Practical workflows for improving AI code agent reliability

AI code agents are rapidly moving from novelty to a standard part of the modern development toolkit. While their ability to handle complex tasks is impressive, many teams struggle with their inconsistency. An agent might perform a complex refactor flawlessly one moment and then get stuck in a loop or overwrite important code the next.

This unpredictability often stems from a mismatch between how we prompt the agent and how it technically operates. To get consistent, high-quality results, we need to adopt workflows that account for the agent’s inherent limitations.

This article outlines three practical workflows for working with AI agents to enhance their reliability and make them more predictable development partners.

Workflow 1: Proactive context management

A primary technical constraint for any AI agent is its context window, the finite amount of information it can hold in its working memory. While many LLMs now boast context windows of up to 2M tokens, in reality, their performance degrades near the end of the context window. In a complex codebase, this window can quickly overload, degrading the agent’s performance. It may forget instructions, miss relevant files, or hallucinate incorrect solutions.

An effective workflow actively manages this constraint instead of ignoring it.

• Deconstruct tasks with a plan file: For any significant task, instruct the agent to generate a step-by-step plan. Then, have it save that plan to a file (e.g., refactor-plan.md). Before executing the plan, run a command such as “/clear” to reset the agent’s context. For each subsequent step, start a new session and instruct the agent to reference the plan file. This method breaks an enormous, memory-intensive task into a series of smaller, focused operations, ensuring the agent always has the necessary context without being overloaded;
• Establish a baseline with a project file: Most projects have foundational rules: coding standards, architectural patterns, or key library versions. This information can be stored in a dedicated file (e.g., claude.md) in the project’s root.

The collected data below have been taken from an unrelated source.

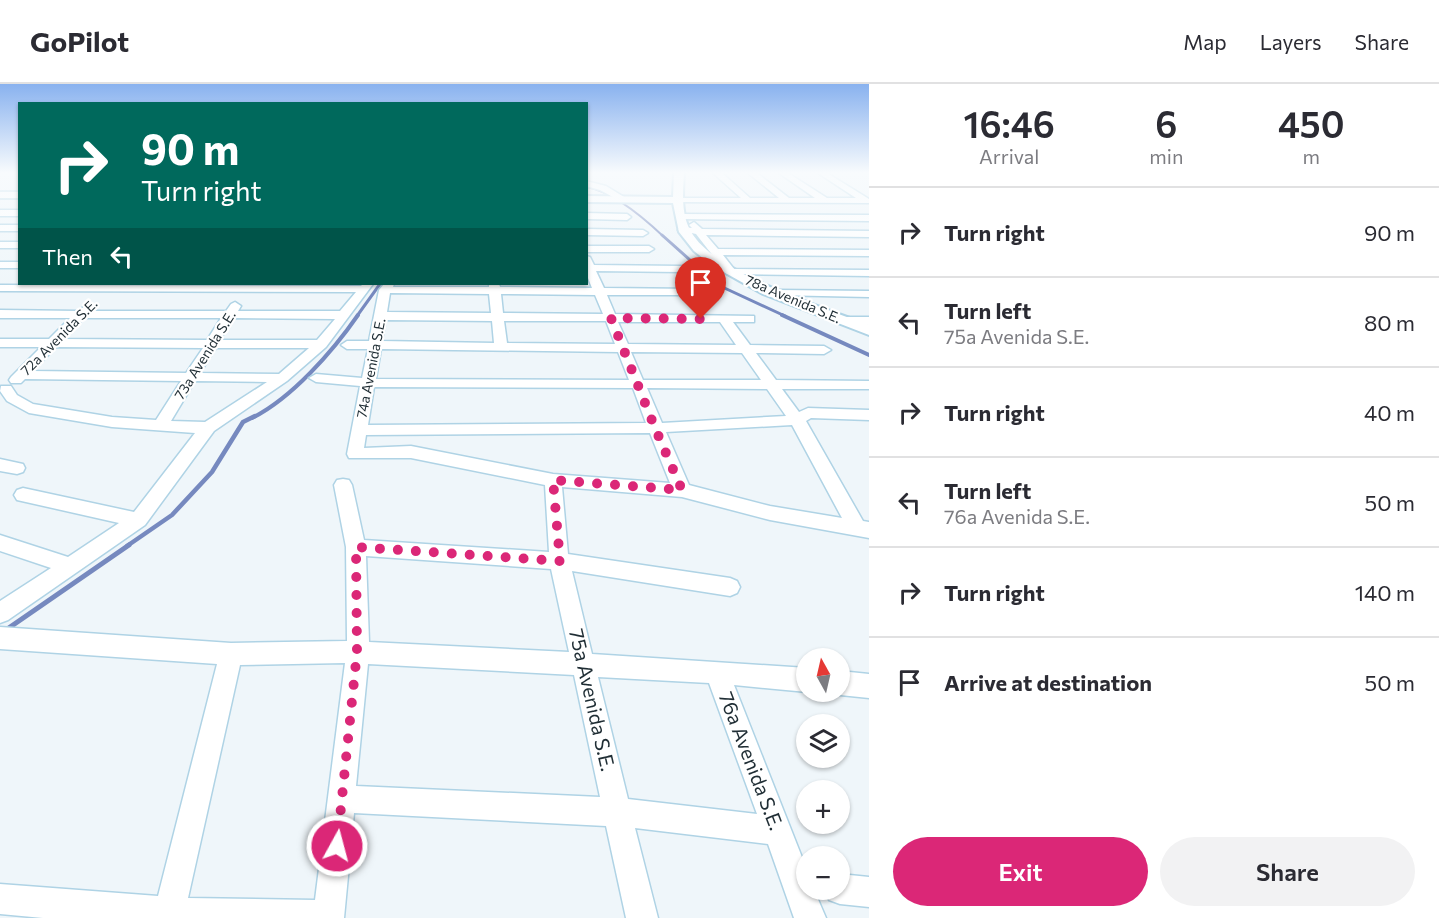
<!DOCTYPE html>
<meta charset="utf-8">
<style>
body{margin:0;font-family:Commissioner,sans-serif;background:#f2f2f3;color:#2b2b33;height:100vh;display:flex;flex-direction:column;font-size:22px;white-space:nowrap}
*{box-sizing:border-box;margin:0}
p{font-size:20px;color:#7c7c81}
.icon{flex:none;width:33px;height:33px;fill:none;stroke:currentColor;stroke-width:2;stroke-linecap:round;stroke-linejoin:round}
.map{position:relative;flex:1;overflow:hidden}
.details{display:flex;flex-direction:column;background:#fff;width:570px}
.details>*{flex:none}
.hud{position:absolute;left:18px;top:18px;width:570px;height:183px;border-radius:0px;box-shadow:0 2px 4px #0004;background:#00695c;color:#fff;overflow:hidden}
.needle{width:39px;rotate:352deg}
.tools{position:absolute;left:796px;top:564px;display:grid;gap:12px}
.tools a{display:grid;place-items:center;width:54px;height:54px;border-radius:50%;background:#fff;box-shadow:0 2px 4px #0004;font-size:30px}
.pin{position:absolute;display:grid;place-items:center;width:51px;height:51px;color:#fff;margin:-62px -26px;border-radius:50% 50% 50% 0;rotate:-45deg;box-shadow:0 0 6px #0007}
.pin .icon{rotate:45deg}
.me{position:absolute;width:66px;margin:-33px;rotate:7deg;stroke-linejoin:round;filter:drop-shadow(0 0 4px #0008)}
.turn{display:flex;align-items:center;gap:21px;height:126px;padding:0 24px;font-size:27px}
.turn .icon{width:78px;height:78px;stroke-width:2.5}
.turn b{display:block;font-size:42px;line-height:51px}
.then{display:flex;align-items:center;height:57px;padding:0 24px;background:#0003;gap:12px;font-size:22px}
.eta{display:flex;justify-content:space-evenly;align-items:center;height:102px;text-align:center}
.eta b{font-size:36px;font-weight:600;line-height:42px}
.cta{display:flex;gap:12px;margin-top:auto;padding:12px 24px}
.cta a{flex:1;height:69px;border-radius:36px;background:#db2777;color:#fff;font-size:24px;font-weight:600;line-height:69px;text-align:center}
.cta a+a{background:#f2f2f3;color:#2b2b33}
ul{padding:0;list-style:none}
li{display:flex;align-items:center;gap:18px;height:90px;padding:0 24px;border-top:2px solid #e1e1e2}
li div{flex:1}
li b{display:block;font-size:22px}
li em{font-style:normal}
header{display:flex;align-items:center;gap:36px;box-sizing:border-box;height:84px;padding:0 30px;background:#fff;border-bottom:2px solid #e1e1e2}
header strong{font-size:28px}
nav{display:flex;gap:33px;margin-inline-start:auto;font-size:21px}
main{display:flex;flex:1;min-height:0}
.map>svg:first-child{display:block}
</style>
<header>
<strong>GoPilot</strong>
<nav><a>Map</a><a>Layers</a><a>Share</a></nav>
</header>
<main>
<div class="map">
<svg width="869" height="834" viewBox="0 0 869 834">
<rect width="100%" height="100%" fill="#eff6fa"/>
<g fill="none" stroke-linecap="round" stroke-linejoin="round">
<path stroke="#7689bf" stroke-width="2" d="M586,103C612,107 645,135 664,153"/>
<g stroke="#7689bf" stroke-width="3">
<polyline points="662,151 718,201 785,232"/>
<polyline points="357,232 380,200"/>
</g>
<g stroke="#7689bf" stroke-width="4">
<polyline points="782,231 869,271"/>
<path d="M252,334C292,314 333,267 358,231"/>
</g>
<polyline stroke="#7689bf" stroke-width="4.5" points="127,462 172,431 212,388 243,338 255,332"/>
<polyline stroke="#7689bf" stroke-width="5" points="0,550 129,461"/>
<g stroke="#afd3e5" stroke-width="3">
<g id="minor">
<polygon points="713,89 722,89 750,114 779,114 748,89 757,89 789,114 815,114 779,89 788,89 827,114 856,114 818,89 827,89 869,115 869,119 675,118 675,114 741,114"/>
<polygon points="586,97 606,102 629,116 622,118 600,106 586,102"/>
<rect x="0" y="126" width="20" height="6"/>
<polygon points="586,129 627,130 631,133 627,136 586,135"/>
<polygon points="681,130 869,131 869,137 678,135 678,131"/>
<polygon points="694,138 702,145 869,147 869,153 706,151 718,165 869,166 869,172 723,171 734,185 869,186 869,192 727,190 696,150 678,146 683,143 692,144 689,141"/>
<rect x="0" y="141" width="20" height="6"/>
<polygon points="586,145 643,146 648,149 643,152 586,151"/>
<rect x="0" y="158" width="20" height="6"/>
<polygon points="586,162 649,162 654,165 649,168 586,168"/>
<path d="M586,172L590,173L594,181L681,182L686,185L681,188L596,187L604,204L697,205L703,208L697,211H607L615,230L754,232V238H733L750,261L824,262L831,266L824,270L756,269L776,296L869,297V305H782L799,328L808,324L869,326V336L811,334L806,337L863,437L869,438V454L770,436L682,413L562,403L568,470L730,494L737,497L740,503L737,509L730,512L572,487L592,570L807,584V608L734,601L807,786V806H814L826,834H794L768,760L635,744L658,834H626L606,742L354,729L344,834H43L0,830V800L158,812L217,580L0,565V543L231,559L347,557L346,463L334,401L337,396L343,395L349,396L352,401L364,456L549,468L545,401L411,374H349L347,370L360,302L316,298L309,294L316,290L362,294L368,265H347L341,261L347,257H369L379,206L384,200H394L393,203H489V200H499L500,203L592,204L586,189ZM390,209L489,210L491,229L387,228ZM501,210L595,211L603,230L503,229ZM386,236L492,237L494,259L382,257ZM504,237H606L615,260L507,259ZM618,238H720L736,261L628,260ZM381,265L618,268L629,296L376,295ZM631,268L742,269L761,296H643ZM374,303L633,304L646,339L368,341ZM647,304L767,305L786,332L662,339ZM792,341L842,434L770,422L689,401L666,348ZM650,349L670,399L553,390L411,362L364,364L366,351ZM366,472L551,485L569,568L369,558ZM345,579L315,816L188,814L240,581ZM368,580L574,591L600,713L356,702ZM598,593L709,599L757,730L628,715Z"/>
<rect x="0" y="178" width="20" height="6"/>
<path d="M363,200H373L326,263L287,297L214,347L145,441L8,536L0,539V517L51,484L0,467V451L68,473L119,439L17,416L14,411L17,406L23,404L134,428L195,349L112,343L29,329L7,317L0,307L1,302H11L17,311L33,320L112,333L156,336L181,297L25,295L21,299H11L9,296L11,293L41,263H0V255H49L70,234H0V226L78,227L85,222L90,227H226L231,220L235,218L241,222L238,227H340L356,208L0,207V201L361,202ZM84,234H221L207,256L63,255ZM233,234L335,235L317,256H220ZM56,263L203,264L186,289L33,287ZM216,264H309L279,290L200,289ZM195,297L267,298L205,338L171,337Z"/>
<polygon points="778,206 869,207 869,213 774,211 772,209"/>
<polygon points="845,233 869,233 869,241 841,240 841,234"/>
<polygon points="0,375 23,380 25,384 23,388 17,390 0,387"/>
<polygon points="840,587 869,590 869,614 840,611 832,608 840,608"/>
<polygon points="840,790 869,793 869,823 840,820 829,816 825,806 840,806"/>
</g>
</g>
<g stroke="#afd3e5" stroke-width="4">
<g id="tertiary">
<path d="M674,89H684C683,107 681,127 689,144C710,189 824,224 869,241V251L763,210L713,182L694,167L679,148L673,119L586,118V112L673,113Z"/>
<rect x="0" y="108" width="20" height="6"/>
</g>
</g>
<use href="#minor" fill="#fff" fill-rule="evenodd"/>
<use href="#tertiary" fill="#fff" fill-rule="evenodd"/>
</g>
<linearGradient id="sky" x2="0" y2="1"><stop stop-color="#89b2ef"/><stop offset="0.43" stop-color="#f8fbfd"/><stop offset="1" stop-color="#f8fbfd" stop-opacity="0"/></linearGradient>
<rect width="869" height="206" fill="url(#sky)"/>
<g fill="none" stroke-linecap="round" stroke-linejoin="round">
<polyline stroke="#db2777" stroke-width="10" stroke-dasharray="0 18" points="337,762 357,568 356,463 560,477 553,396 682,406 655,344 611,234 701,235"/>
</g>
<g text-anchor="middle" stroke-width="4.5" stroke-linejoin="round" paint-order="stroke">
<g font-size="14" fill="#1f2d34" stroke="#fff">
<text transform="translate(793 215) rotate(23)" y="5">78a Avenida S.E.</text>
<text transform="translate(59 253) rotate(-45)" y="5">72a Avenida S.E.</text>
<text transform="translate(205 271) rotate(-58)" y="5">73a Avenida S.E.</text>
<text transform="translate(371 284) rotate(-79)" y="5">74a Avenida S.E.</text>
</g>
<g font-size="20" fill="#1f2d34" stroke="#fff">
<text transform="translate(592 616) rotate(77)" y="7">75a Avenida S.E.</text>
<text transform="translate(751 677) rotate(69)" y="7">76a Avenida S.E.</text>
</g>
</g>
</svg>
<div class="tools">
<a><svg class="needle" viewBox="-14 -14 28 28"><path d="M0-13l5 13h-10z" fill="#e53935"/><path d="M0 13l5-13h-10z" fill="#7c7c81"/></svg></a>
<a><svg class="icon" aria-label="layers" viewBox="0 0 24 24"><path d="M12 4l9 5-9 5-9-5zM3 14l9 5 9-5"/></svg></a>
<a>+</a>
<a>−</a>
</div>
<div class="pin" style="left:701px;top:235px;background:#d93025"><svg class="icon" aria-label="arrive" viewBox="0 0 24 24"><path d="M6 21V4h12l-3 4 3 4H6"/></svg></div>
<svg class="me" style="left:337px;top:762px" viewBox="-20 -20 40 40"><circle r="17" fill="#db2777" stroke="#fff" stroke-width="3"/><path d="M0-11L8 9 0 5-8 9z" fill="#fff"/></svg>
<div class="hud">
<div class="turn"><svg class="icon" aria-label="right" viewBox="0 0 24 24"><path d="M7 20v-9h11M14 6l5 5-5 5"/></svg><div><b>90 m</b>Turn right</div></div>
<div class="then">Then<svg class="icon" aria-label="left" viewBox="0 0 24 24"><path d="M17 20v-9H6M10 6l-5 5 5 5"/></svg></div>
</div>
</div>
<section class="details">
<div class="eta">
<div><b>16:46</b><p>Arrival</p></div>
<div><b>6</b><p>min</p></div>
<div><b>450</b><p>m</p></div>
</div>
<ul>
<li><svg class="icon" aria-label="right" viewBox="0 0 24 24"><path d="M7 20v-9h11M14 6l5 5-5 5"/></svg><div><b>Turn right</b></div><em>90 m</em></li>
<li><svg class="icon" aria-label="left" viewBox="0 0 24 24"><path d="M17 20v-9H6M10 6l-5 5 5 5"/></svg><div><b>Turn left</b><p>75a Avenida S.E.</p></div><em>80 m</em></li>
<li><svg class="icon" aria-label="right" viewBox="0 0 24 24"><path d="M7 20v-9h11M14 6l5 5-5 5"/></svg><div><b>Turn right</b></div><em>40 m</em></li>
<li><svg class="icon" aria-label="left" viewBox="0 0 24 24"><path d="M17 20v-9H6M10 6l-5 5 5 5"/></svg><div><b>Turn left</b><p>76a Avenida S.E.</p></div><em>50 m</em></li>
<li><svg class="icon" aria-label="right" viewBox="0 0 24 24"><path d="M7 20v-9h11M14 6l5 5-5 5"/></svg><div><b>Turn right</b></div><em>140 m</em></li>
<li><svg class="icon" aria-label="arrive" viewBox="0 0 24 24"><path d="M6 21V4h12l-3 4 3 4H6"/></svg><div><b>Arrive at destination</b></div><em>50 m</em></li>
</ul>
<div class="cta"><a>Exit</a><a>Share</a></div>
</section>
</main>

The agent is configured to ingest this file at the start of every session automatically. This provides a stable baseline understanding of the project’s rules, serving as long-term memory that persists even after the session’s working memory is cleared.

By actively managing the agent’s memory, you shift from hoping it understands to ensuring it has precisely the information it needs for each step of a task.

Workflow 2: Deploying specialised sub-agents

A single, general-purpose agent often struggles to be an expert in all areas of development. A more effective approach is to configure a team of sub-agents, each with a specialised set of instructions for a specific task.

This feature allows you to define different agent personas, such as:

• A code-reviewer agent, with instructions focused on identifying bugs, enforcing style guidelines, and suggesting documentation;
• A debugger agent, pre-configured with knowledge of your logging system and standard diagnostic commands;
• A front-end agent, which has specific instructions about your component library and design system;
• A back-end agent, configured with knowledge of your API standards, database schemas, and preferred frameworks.

When you invoke a specialised agent (e.g., @reviewer), it only loads its specific instructions. This keeps its focus sharp and its context window lean, preventing the prompt from being diluted with irrelevant information.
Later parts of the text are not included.